Alcohol-related liver diseases include:

  • fatty liver disease, which causes an enlarged liver
  • alcoholic hepatitis
  • alcoholic cirrhosis

What can be done to prevent the disease?
Some, but not all, liver diseases can be prevented. For example, hepatitis A and hepatitis B can be prevented with vaccines.

Other ways to decrease the risk of infectious liver disease include:

  • practicing good hygiene, such as washing hands well after using the restroom or changing diapers
  • avoiding drinking or using tap water when traveling internationally
  • avoiding illegal drug use, especially sharing injection equipment
  • practicing safest sex. Practicing safer sex provides less protection.
  • avoiding the sharing of personal hygiene items, such as razors or nail clippers
  • avoiding toxic substances and excess alcohol consumption
  • using medications only as directed
  • using caution around industrial chemicals
  • eating a well balanced diet following the food guide pyramid
  • getting an injection of immune globulin after exposure to hepatitis A
  • using recommended safety precautions in healthcare and day care work

How is the disease diagnosed?
A healthcare professional can determine whether a person’s symptoms, medical history, and physical exam are consistent with liver disease. Hepatomegaly, an enlarged, firm liver, and other signs of liver disease may be found on examination.

Many further tests may also be used to support the diagnosis. These include blood tests, such as:

  • liver function tests, which are blood tests that check a wide variety of liver enzymes and byproducts
  • a complete blood count (CBC), which looks at the type and number of blood cells in the body
  • abdominal X-rays
  • ultrasounds, to show size of abdominal organs and the presence of masses
  • an upper GI study, which can detect abnormalities in the esophagus caused by liver disease
  • liver scans with radiotagged substances to show changes in the liver structure
  • ERCP, or endoscopic retrograde cholangiopancreatography. A thin tube called an endoscope is used to view various structures in and around the liver.
  • abdominal CT scan or abdominal MRI, which provide more information about the liver structure and function

In some cases, the only way to definitively diagnose the presence of certain liver diseases is by a liver biopsy. This procedure involves the removal of a tiny piece of liver tissue for examination under a microscope. Liver biopsies may have to be done repeatedly to see how the disease is progressing or responding to treatment.

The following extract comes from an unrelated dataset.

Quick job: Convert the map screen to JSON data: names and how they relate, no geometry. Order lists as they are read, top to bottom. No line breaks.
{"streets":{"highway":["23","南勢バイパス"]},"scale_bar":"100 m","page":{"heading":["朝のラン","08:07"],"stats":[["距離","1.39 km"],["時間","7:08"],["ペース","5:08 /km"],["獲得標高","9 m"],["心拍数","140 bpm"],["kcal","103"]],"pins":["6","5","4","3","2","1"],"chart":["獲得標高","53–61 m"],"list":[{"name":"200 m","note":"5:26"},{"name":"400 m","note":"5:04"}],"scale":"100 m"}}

What are the long-term effects of the disease?
Long- term effects depend on the type of liver disease present. For example, chronic hepatitis can lead to:

  • cirrhosis of the liver
  • liver failure
  • illnesses in other parts of the body, such as kidney damage or low blood counts

Other long-term effects of liver disease may include:

  • gastrointestinal bleeding. This includes bleeding esophageal varices, which are abnormally enlarged veins in the esophagus and/or the stomach.
  • encephalopathy, which is deteriorating brain function that may progress to a coma
  • peptic ulcers, which erode the stomach lining
  • liver cancer

What are the risks to others?
Some liver diseases are highly contagious and pose a risk to others. For example, different forms of hepatitis are highly contagious through sexual contact or contamination of food and water. Other liver diseases are not contagious, such as biliary atresia.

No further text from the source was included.